Combater a propagação de uma epidemia nunca foi fácil. Se for analisado o que acontece nos dias atuais, não é difícil imaginar o esforço feito em outras épocas. Segundo a arqueóloga portuguesa Joana Freitas, se analisarmos como combatiam o alastramento das doenças em séculos passados podemos ficar surpreendidos com as semelhanças.

“Ao analisarmos dados e documentos que se referem a outros surtos epidêmicos ao longo da história verificamos que algumas medidas que tomamos hoje eram as usadas à data para reprimir o avanço das doenças. Em diversas alturas o isolamento, a quarentena e o estabelecimento de cordões sanitários foram uso recorrente.”

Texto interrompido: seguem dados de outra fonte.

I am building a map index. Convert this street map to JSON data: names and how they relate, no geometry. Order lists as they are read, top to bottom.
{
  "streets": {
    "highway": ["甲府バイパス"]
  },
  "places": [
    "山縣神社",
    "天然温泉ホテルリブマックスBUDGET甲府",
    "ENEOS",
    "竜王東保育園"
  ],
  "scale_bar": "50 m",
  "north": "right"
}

Estas medidas eram aplicadas e replicadas em muitos países do mundo. A realidade que vivemos hoje em dia não é novidade. “Havia cuidados, as pessoas tinham consciência de que se não travassem um surto no seu início seria muito difícil não evitar uma catástrofe. Temos variados exemplos. Em Portugal,por exemplo, no século 15 existia controlo sanitário das embarcações. Embora incipiente, demonstrava a clara noção dos pontos que podiam ser rastilhos de uma epidemia. Mais tarde, os barcos teriam mesmo de ficar em quarentena para que houvesse certeza que tanto marinheiros como mercadorias não seriam um veículo de transporte para convidados indesejados.”, explica Joana.

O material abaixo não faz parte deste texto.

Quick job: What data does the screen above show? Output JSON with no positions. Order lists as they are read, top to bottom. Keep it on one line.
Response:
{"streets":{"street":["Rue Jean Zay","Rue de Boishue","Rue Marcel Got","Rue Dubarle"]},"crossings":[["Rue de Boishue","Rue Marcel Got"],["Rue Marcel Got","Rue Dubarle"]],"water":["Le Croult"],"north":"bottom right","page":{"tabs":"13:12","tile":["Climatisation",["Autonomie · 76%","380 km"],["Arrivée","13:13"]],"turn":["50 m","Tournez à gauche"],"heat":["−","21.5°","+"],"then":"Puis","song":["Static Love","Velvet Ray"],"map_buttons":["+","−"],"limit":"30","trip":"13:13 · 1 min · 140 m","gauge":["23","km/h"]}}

Ainda segundo a arqueóloga, “as próprias linhas limítrofes das cidades, uma muralha ou estrutura semelhante funcionavam como cerco sanitário. Há inclusive documentos que atestam que em algumas cidades era exigido que se apresentasse declaração da sua boa saúde, garantindo que não estivera em nenhum lugar exposto a alguma doença nos 30 dias anteriores antes de ser autorizado a entrar”.

Ainda segundo a arqueóloga, “no combate a outras pestes, verifica-se o esforço de deixar circular apenas quem era indispensável. Trabalhadores agrícolas, forças de segurança como exército ou marinha, padres e madres que muitas vezes auxiliavam nas práticas da medicina, padeiros e vendedores de alimentos. Como vemos embora com séculos de diferença a realidade é bastante semelhante”, conclui.